« Sell the Vatican, feed the World »

Joe Romanos –

Les religions énoncent souvent des principes qu’elles ont ensuite du mal à respecter. Les fervents défenseurs de l’Eglise diront que l’erreur est humaine. Le raisonnement en soi est louable et les Hommes d’Eglises sont sujets à l’erreur comme pratiquement tout le monde malgré qu’ils soient censés montrer l’exemple. L’Eglise a évolué au fil des siècles pour devenir petit à petit une institution complète et hiérarchisée où dogmes et principes directeurs sont posés par les têtes de l’Eglise à la lumière de l’évangile et de ladite volonté de Dieu. Qu’on l’aime ou point, il est indéniable que cette Eglise institution a été l’origine des plus grands progrès de l’humanité aux siècles passés. Cependant, certains de ses actes demeurent critiquables au plus haut degré. Certaines fois il s’agit d’actes d’administrations ou d’idées qu’on tente de généraliser à l’ensemble de l’Eglise et d’autres de diverses politiques que les responsables appliquent implicitement ou explicitement .

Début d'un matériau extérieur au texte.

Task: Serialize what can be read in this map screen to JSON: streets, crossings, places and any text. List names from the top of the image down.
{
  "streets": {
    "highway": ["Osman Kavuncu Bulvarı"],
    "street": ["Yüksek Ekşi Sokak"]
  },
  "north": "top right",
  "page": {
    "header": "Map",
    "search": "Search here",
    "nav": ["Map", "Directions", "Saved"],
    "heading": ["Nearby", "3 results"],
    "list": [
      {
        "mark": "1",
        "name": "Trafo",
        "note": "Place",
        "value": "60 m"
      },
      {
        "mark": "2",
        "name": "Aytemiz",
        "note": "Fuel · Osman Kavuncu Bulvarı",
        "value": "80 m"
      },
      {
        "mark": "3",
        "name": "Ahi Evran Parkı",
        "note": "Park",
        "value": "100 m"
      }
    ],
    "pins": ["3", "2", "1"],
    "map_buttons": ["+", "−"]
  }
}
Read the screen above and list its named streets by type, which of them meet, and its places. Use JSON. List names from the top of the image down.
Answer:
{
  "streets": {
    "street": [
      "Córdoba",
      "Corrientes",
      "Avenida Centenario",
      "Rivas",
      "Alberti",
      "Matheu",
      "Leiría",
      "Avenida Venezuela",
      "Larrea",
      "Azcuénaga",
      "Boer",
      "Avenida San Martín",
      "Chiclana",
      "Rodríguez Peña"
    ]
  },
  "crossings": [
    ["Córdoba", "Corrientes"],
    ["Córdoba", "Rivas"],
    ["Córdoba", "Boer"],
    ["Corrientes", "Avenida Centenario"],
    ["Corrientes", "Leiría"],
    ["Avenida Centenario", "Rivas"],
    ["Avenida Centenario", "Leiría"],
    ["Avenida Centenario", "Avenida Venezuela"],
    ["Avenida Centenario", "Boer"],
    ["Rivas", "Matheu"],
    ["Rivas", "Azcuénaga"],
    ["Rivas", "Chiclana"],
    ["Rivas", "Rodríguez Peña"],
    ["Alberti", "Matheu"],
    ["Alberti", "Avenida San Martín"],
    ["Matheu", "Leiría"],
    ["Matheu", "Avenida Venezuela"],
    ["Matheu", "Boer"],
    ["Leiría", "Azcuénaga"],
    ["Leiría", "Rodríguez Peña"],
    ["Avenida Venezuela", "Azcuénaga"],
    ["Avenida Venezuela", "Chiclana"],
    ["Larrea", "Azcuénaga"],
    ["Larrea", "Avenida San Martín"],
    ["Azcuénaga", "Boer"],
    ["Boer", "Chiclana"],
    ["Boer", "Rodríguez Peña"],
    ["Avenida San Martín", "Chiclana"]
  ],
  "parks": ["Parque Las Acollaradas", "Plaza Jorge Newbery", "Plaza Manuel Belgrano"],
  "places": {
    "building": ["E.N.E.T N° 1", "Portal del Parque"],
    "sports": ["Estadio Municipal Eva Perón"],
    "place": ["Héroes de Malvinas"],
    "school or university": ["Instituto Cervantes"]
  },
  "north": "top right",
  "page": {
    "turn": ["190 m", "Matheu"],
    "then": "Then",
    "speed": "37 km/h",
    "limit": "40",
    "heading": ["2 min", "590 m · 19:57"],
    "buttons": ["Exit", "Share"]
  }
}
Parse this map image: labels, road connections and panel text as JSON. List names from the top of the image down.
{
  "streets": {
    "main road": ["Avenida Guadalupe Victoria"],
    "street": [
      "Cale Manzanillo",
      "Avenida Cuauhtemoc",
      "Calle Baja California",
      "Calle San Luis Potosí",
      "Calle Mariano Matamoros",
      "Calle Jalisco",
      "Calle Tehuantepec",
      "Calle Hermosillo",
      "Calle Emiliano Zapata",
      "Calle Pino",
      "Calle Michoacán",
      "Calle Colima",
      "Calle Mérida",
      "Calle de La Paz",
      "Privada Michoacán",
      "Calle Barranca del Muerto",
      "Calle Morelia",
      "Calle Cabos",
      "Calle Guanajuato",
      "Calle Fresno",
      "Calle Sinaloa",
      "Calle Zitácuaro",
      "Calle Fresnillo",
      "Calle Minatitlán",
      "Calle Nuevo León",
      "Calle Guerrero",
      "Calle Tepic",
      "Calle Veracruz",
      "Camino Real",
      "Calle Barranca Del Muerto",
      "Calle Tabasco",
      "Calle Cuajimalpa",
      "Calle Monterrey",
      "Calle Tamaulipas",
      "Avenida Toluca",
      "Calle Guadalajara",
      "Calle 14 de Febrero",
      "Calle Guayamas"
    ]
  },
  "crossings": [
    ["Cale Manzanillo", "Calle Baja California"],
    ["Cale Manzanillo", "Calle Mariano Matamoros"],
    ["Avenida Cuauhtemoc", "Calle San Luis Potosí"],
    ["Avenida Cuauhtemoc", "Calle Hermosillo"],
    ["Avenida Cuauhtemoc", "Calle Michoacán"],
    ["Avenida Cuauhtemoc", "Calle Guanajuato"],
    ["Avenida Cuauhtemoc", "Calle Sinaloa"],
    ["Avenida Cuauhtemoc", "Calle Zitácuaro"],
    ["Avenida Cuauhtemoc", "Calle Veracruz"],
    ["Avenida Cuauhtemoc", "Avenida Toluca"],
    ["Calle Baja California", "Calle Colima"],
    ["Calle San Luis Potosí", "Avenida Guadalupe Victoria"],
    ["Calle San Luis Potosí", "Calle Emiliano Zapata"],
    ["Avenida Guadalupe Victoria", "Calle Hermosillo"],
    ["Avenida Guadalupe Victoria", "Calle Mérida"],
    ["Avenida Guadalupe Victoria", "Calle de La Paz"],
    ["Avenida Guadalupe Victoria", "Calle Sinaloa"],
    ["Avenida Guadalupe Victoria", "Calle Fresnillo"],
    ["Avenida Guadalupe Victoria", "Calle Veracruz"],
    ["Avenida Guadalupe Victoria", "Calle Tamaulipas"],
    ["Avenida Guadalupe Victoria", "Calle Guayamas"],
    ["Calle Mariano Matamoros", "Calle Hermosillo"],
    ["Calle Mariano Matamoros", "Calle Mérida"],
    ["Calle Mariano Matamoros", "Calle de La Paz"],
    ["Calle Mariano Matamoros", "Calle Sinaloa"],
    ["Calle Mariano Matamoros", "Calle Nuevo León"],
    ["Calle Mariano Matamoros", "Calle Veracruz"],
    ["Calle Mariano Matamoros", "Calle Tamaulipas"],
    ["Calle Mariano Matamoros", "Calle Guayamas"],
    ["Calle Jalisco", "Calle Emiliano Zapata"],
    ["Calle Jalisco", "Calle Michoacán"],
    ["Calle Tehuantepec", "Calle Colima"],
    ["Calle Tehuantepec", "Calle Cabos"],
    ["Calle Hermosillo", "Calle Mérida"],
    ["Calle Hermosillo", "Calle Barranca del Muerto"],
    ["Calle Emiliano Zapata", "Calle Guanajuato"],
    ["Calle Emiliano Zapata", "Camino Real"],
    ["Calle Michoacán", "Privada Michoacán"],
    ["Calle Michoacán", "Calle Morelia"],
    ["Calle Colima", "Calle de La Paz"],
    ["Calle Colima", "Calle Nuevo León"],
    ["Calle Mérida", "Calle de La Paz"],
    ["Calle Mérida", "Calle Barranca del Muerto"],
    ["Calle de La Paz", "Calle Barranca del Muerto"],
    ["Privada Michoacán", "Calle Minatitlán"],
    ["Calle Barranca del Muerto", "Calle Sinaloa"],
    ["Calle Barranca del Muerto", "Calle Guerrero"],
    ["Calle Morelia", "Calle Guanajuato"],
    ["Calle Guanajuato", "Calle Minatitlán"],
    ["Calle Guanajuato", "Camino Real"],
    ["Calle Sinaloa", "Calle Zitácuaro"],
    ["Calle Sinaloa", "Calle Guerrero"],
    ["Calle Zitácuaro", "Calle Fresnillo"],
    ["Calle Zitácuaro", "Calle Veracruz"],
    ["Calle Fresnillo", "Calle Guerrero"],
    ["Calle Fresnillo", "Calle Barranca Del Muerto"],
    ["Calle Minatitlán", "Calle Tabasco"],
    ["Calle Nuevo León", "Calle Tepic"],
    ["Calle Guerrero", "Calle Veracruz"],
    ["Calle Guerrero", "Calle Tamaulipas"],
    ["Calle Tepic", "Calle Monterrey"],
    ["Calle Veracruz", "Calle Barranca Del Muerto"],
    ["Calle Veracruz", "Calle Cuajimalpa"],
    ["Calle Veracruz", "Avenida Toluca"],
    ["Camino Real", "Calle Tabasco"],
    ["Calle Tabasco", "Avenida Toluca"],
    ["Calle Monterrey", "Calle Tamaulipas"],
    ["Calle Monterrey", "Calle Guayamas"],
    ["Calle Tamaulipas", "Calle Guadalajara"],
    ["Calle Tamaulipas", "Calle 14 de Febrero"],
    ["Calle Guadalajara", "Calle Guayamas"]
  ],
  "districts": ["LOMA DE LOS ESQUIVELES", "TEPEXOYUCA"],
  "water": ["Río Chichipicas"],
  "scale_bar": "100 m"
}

L’Eglise institution a essentiellement pour but de structurer les bases du Christianisme et de fixer des règles claires et précises s’appliquant aux croyants et aux représentants de Dieu sur la Terre. Cet organisme en tant que tel s’avère utile et nécessaire dans la mesure où l’expansion de l’Eglise requiert une organisation profonde afin de préserver les bases et les principes directeurs sur lesquels elle est construite;  cependant, il mène à certains excès qu’on ne peut s’empêcher de remarquer. L’Eglise qui s’est construite à l’époque Romaine dans le sang et la sueur des martyrs qui ont défendu leur cause sans considérations économiques et politiques a petit à petit laissé place à une Eglise impliquée dans les jeux du pouvoir et les tentations de l’argent. Il ne s’agit pas d’une critique adressée à l’ensemble de l’Eglise post-romaine et l’on ne désire pas douter de l’intégrité des Hommes d’Eglise (Bien que certains se soient avérés encore plus corrompus que certains politiciens et hommes d’affaires), mais d’une diatribe à l’égard de certaines politiques que l’Eglise a soutenu au-delà de toute autre considération. Il s’agit plus précisément d’une critique adressée au corps de l’Eglise qui s’est perdu dans le faste et le luxe qui s’ouvrait à lui du fait de sa position et de son importance aux yeux des croyants du monde entier.  Ainsi, le pape qui est soit disant le représentant de Saint-Pierre sur la Terre s’est orné d’or et de bijoux et une majorité flagrante des archevêques, évêques et prêtres mènent un train de vie qu’on peut qualifier au mieux d’étonnant. De plus, l’Eglise institution a acquis au fil du temps des biens fonciers et des trésors inestimables. Il ne s’agit pas d’une critique au droit de vivre dignement dont disposent les hommes d’Eglise en tant qu’êtres humains, mais d’un reproche au mode de vie d’un nombre considérable d’hommes d’Eglise, à la politique de l’Eglise et à la manière dont elle s’est bâtie.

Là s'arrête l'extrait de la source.